SPOILERS: Through Final Crisis: Revelations and the main feature of Detective Comics #854-863. Vaguely in keeping with DCU continuity where Dick Grayson is Batman and Bruce Wayne is presumed dead by his friends.
FEEDBACK: Welcomed at sbowers04@yahoo.com
ARCHIVING: Only with the permission of the author.
SERIES: Follows Gotham Again #0

Gotham Again
Detective Comics #1: Hitting the Streets

By Sharon Bowers

 

God, it had been so long...

So incredibly, painfully long...

The body intimately entangled with hers was far more muscular and well-defined than it used to be, but the skin her lips grazed over was even more soft and supple than she remembered. A wondering touch traced the elegant line of one collarbone, and she reverently kissed the indent of her lover's throat to evoke the same purring sound of pleasure that the gesture always had. Forever might separate the then of who they were and the now of who they are, but one thing Renee would always know was where and how Kate loved to be touched. She nestled closer to the other woman, reveling in the warm scent of their lovemaking, the gentle lassitude slowly seeping into her bones.
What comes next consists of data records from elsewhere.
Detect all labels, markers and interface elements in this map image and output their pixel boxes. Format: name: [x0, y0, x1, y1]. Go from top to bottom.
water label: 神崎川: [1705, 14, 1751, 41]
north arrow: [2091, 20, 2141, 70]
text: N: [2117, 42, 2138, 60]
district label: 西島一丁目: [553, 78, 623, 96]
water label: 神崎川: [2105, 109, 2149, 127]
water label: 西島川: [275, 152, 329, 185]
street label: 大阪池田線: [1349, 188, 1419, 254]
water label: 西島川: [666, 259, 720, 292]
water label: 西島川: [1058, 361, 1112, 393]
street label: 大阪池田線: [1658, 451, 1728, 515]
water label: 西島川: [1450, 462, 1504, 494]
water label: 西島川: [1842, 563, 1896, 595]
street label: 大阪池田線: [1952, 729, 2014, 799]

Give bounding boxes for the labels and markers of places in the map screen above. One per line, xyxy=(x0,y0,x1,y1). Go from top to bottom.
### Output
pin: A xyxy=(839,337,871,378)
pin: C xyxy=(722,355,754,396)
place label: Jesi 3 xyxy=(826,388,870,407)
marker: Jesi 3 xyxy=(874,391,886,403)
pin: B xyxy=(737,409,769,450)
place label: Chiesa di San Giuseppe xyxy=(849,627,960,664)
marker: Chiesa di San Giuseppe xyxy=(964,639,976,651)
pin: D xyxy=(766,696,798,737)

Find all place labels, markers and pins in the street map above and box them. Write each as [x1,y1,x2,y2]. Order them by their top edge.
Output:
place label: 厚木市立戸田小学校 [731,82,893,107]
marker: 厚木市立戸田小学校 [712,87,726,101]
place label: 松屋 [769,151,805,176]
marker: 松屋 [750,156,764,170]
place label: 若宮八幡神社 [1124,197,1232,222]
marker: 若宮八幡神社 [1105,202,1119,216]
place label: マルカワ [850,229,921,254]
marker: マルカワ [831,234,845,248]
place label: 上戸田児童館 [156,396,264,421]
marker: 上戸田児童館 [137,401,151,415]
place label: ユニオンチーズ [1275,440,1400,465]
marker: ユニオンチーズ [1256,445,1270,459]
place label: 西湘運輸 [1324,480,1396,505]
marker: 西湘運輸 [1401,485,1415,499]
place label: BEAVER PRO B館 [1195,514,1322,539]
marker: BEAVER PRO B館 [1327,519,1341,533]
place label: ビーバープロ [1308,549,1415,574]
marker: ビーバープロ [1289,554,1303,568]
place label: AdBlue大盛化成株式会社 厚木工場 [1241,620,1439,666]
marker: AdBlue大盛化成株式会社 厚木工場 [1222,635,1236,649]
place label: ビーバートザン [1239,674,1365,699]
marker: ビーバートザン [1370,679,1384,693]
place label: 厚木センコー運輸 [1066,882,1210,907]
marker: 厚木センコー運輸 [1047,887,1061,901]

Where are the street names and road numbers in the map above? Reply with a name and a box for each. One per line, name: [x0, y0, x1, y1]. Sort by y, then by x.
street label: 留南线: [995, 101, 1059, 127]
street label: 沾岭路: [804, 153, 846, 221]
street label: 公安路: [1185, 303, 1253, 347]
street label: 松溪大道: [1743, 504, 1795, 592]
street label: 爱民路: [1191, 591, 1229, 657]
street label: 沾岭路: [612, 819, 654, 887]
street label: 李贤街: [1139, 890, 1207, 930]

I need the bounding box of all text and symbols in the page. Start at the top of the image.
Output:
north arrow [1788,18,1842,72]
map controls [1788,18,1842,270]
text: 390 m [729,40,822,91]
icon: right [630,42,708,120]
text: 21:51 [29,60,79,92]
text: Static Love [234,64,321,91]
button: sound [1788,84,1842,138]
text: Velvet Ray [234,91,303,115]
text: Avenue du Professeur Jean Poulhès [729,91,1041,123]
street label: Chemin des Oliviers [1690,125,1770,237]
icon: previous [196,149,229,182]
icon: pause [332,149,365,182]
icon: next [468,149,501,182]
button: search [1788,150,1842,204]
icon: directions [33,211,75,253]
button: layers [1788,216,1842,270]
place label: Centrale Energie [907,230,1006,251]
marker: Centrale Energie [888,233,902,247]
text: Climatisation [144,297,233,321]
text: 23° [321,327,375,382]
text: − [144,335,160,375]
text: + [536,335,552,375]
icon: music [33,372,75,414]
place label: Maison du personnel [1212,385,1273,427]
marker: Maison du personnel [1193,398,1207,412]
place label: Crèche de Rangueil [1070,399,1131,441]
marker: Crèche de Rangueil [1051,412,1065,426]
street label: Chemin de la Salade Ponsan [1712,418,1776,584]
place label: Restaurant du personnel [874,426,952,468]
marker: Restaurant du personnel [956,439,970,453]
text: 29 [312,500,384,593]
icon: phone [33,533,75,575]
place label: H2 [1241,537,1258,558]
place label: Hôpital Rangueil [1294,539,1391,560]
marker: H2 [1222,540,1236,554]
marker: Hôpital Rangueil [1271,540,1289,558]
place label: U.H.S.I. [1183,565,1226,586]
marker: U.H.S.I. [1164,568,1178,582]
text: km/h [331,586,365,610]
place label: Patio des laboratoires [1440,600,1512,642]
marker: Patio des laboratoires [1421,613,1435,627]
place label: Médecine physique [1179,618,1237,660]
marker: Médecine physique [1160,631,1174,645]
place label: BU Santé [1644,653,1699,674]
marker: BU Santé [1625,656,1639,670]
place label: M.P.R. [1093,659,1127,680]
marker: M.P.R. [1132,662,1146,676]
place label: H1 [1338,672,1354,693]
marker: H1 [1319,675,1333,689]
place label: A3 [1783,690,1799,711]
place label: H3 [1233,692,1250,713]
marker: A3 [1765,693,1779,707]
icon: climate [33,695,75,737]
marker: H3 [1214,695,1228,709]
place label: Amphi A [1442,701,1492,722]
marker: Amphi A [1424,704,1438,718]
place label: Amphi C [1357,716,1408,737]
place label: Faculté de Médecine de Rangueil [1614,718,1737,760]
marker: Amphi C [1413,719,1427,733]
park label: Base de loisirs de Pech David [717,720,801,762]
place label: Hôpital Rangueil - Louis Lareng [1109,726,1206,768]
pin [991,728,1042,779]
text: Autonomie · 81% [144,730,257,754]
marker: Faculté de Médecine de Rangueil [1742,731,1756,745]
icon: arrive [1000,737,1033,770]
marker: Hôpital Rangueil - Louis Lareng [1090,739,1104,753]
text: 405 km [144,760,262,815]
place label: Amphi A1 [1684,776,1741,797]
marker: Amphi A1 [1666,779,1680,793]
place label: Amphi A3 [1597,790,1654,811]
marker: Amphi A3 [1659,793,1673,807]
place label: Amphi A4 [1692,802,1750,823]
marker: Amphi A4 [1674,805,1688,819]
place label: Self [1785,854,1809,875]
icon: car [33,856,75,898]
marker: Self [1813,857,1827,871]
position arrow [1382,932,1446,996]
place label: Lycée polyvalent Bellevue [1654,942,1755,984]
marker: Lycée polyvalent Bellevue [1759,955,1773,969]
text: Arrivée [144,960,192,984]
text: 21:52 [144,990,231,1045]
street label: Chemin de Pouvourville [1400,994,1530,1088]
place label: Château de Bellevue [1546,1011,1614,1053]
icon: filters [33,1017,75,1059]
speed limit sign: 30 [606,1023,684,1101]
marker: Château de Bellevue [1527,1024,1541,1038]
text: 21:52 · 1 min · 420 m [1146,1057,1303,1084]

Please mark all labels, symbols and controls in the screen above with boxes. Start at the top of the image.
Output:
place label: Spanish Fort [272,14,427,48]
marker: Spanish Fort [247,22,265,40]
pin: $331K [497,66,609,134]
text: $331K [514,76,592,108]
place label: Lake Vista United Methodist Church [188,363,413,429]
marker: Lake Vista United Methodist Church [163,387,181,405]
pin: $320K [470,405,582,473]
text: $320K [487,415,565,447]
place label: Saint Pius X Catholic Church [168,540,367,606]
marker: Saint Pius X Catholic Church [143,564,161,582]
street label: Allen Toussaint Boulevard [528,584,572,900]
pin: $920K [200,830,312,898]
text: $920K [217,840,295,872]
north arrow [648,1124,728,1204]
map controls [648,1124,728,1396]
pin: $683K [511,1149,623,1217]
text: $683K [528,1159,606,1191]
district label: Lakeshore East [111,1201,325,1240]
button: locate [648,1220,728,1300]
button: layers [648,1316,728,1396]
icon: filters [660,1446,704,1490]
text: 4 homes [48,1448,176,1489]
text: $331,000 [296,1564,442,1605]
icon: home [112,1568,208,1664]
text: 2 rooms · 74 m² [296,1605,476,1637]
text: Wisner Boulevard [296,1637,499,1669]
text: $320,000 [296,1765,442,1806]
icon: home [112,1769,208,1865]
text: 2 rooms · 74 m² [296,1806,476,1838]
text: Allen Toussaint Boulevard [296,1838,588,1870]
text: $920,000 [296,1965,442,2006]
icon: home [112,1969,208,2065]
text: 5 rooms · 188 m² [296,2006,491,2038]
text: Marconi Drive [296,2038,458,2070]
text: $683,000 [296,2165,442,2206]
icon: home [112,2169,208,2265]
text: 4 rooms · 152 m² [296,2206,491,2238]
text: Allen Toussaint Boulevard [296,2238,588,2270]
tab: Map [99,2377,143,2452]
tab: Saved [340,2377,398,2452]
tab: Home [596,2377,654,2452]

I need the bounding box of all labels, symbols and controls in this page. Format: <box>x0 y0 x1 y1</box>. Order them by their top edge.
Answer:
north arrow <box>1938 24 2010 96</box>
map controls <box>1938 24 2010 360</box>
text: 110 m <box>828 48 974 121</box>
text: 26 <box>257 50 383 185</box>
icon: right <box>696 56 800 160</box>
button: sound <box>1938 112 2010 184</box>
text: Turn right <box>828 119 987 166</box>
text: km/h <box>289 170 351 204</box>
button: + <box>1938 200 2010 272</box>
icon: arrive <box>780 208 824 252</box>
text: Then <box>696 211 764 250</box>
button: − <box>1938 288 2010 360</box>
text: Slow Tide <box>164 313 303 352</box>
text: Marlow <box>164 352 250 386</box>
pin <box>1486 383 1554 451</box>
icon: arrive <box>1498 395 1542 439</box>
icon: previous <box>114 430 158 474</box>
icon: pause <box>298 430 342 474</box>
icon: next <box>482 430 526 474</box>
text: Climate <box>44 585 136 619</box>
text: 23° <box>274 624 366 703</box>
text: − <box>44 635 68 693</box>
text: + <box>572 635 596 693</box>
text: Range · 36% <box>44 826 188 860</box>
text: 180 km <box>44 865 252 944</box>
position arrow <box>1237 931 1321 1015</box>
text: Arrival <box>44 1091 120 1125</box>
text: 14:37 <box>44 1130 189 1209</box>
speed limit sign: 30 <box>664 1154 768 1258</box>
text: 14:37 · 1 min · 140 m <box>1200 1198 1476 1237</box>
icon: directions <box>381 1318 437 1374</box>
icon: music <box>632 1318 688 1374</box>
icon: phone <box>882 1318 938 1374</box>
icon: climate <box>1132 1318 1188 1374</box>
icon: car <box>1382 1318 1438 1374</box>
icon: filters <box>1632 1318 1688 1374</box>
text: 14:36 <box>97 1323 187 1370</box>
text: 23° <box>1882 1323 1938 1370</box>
"I liked it better longer," Kate murmured. Nonetheless, her fingers stroked through Renee's shorter curls, down her neck and along her shoulder; She repeated the motion time and again, pausing only to brush soft kisses against the crown of her lover's head. "You should grow it back out."

Renee couldn't contain the long shudder of desire that even this barest touch evoked in her, and fairly arched into each caress, silently asking-- hungering-- for more. "Maybe," she replied, hesitating, her voice just as hushed as Kate's in the quiet intimacy of their joining.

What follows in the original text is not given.